┌─ Material for this exercise

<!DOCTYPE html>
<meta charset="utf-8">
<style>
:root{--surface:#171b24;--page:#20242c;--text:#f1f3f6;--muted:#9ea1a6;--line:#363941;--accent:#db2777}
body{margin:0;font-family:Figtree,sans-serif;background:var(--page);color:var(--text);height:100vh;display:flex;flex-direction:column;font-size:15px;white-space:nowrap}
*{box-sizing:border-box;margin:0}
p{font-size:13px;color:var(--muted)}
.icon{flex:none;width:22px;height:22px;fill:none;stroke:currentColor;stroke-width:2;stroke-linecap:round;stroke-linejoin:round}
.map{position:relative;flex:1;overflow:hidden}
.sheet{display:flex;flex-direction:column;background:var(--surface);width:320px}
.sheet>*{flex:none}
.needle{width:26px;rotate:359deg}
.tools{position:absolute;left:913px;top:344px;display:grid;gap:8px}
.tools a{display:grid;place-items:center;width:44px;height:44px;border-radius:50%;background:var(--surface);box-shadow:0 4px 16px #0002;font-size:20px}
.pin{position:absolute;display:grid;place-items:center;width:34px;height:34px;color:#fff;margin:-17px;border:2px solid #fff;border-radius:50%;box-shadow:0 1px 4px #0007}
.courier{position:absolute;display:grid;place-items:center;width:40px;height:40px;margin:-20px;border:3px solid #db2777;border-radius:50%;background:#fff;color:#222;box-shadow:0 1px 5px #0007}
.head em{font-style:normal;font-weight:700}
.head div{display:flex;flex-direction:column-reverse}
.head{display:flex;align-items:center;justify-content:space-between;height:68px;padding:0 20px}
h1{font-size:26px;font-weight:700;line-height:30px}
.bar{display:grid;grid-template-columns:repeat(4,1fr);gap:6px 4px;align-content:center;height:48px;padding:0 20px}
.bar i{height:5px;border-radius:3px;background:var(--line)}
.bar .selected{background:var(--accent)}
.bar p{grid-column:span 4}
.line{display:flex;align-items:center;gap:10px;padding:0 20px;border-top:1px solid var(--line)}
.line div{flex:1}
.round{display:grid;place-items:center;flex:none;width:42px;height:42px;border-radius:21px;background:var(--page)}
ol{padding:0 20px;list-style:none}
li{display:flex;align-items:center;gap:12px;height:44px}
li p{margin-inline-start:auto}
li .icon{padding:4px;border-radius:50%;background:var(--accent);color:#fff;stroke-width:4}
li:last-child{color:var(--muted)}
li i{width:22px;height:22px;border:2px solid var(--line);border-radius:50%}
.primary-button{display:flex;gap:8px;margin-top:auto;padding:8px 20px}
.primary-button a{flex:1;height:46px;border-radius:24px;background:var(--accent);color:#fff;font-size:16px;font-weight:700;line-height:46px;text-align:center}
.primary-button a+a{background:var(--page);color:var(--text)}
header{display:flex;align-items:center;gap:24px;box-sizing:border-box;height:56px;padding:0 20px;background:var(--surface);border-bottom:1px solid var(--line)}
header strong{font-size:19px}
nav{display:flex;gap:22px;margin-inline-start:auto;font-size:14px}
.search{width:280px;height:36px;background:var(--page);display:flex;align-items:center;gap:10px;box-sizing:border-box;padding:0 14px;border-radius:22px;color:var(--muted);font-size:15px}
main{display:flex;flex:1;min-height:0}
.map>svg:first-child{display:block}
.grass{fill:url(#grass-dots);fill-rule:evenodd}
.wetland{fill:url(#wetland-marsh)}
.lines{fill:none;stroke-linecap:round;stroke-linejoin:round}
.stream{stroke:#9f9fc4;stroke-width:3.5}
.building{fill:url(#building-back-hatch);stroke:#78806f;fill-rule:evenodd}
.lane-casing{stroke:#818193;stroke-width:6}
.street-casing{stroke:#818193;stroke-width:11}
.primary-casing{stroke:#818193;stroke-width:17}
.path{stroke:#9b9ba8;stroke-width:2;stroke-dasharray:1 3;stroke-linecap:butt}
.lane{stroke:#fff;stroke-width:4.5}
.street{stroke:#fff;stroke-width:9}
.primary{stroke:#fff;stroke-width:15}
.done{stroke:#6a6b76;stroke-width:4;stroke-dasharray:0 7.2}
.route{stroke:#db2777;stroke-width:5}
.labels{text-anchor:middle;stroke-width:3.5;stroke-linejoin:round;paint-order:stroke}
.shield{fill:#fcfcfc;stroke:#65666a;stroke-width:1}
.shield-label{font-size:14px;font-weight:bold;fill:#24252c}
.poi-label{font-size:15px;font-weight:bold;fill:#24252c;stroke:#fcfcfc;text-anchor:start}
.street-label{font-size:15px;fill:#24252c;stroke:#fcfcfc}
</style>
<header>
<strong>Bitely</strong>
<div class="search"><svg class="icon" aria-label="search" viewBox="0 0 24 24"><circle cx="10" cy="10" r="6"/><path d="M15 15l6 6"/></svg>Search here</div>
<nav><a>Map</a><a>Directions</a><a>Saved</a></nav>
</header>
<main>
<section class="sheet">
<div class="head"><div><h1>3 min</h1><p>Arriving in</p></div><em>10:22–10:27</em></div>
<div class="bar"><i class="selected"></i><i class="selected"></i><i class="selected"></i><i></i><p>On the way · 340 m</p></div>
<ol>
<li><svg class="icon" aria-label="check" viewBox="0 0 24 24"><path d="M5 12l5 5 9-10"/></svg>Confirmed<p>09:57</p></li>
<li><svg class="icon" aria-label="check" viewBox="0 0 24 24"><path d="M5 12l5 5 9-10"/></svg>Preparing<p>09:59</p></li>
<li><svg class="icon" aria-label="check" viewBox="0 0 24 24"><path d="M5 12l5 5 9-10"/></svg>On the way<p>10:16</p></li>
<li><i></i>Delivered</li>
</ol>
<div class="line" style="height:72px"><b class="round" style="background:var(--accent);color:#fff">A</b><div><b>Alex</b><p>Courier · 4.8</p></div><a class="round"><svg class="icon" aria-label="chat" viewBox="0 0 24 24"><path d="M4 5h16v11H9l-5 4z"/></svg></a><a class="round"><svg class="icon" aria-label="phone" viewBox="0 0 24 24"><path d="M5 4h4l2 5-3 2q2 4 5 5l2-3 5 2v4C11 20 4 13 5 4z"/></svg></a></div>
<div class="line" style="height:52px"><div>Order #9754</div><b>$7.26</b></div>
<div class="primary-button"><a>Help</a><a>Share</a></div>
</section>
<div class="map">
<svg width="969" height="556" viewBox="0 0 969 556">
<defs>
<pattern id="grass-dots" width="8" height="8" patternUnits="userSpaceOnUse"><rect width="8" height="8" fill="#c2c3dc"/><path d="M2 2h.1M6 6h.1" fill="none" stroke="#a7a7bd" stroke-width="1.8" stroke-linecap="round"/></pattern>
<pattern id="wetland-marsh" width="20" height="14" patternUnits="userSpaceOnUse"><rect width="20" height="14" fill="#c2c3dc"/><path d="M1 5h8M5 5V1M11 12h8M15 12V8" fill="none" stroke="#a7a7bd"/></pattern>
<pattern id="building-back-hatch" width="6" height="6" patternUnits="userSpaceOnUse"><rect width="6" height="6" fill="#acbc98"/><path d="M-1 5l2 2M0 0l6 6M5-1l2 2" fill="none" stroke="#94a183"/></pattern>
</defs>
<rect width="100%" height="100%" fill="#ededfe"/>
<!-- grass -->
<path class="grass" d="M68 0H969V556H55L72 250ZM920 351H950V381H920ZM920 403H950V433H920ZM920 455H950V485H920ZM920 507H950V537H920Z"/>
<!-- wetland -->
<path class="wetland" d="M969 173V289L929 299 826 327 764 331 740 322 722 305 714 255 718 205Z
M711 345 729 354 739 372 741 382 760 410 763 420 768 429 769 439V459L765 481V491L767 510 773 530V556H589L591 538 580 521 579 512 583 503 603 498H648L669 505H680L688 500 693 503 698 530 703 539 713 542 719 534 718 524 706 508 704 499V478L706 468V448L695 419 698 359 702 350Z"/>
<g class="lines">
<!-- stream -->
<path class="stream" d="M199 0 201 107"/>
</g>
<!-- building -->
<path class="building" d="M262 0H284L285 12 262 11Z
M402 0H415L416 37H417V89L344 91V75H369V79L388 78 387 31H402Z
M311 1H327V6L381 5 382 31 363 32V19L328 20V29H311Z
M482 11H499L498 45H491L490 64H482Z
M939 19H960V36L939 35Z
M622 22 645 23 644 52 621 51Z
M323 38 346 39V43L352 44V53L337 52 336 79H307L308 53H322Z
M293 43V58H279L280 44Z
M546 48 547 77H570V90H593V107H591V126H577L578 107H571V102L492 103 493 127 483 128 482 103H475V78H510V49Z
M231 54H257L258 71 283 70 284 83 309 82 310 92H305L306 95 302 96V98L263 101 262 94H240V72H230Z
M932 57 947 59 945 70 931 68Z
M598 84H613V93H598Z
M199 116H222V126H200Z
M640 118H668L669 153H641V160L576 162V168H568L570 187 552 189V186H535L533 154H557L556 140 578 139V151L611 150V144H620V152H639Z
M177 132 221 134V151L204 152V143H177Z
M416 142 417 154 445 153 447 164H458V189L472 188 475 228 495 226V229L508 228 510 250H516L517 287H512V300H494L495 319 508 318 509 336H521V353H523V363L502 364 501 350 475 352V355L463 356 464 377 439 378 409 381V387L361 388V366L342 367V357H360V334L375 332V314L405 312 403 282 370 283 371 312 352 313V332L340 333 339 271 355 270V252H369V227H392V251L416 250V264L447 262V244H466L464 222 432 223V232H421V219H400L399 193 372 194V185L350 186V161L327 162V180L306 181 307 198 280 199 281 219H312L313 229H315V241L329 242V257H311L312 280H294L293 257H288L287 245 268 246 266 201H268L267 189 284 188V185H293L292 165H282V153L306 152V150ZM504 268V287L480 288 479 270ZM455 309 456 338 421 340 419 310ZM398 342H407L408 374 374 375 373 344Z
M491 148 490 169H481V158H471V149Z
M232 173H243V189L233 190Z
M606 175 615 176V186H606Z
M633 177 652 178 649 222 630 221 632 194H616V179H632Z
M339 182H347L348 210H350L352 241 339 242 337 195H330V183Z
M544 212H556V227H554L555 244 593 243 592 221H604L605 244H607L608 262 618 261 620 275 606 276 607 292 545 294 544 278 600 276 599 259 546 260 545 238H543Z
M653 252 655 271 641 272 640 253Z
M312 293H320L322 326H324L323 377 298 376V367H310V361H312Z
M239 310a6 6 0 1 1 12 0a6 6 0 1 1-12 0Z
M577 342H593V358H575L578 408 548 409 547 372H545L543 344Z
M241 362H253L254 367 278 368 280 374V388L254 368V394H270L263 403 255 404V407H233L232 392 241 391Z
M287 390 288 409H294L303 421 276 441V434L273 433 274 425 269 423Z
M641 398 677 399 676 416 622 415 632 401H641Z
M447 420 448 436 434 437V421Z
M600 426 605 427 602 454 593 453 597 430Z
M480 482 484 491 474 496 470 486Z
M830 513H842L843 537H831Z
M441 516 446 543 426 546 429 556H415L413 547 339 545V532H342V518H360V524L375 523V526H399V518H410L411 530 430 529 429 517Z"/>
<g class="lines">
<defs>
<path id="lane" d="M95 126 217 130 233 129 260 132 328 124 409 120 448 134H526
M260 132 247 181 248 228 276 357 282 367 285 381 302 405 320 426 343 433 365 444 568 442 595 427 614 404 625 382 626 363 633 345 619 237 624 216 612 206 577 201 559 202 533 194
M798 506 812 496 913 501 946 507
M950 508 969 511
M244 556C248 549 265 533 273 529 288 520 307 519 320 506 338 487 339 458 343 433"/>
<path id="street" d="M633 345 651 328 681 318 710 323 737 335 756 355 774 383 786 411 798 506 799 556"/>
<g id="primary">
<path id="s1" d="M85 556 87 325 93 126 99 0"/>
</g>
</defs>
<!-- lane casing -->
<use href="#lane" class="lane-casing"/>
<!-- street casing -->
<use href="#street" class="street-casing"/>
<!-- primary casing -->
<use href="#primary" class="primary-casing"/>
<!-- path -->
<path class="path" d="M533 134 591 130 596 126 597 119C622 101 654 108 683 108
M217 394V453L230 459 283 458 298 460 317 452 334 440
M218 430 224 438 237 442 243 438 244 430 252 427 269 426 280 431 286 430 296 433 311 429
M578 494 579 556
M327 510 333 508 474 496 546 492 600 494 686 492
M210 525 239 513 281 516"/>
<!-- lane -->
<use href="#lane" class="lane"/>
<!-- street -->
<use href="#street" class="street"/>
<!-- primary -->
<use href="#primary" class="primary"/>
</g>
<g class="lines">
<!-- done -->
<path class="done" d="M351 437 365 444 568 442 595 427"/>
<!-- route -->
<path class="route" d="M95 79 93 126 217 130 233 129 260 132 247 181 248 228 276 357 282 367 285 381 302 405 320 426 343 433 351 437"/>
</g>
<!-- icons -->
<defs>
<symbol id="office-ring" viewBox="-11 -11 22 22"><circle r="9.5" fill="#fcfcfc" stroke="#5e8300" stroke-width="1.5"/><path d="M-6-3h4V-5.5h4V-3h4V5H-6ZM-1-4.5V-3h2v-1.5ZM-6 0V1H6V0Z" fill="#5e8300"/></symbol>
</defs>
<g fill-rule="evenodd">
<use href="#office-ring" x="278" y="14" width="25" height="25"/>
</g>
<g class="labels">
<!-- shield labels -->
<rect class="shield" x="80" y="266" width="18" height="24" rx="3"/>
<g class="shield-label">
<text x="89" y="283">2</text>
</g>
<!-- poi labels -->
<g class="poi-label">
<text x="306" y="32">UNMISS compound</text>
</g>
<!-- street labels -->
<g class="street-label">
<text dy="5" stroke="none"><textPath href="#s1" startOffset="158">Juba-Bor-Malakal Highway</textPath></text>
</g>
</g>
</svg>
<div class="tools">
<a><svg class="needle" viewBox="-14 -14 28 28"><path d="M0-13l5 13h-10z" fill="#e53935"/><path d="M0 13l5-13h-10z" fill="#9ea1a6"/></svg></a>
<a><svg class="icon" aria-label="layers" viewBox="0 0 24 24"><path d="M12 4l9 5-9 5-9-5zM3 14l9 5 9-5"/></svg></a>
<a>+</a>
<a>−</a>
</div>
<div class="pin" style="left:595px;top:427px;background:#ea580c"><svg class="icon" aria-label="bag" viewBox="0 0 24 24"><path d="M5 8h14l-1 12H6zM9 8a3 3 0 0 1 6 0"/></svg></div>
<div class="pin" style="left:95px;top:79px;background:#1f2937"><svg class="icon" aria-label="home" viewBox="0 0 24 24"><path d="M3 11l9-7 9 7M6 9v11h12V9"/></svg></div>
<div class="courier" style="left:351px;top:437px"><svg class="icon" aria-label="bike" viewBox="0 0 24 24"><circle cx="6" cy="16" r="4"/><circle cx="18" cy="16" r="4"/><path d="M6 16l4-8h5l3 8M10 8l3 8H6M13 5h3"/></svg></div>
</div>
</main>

└─

> _Your task_: Could you copy out every line in the listing where the word "sheet" appears?

> _Response below_:
.sheet{display:flex;flex-direction:column;background:var(--surface);width:320px}
.sheet>*{flex:none}
<section class="sheet">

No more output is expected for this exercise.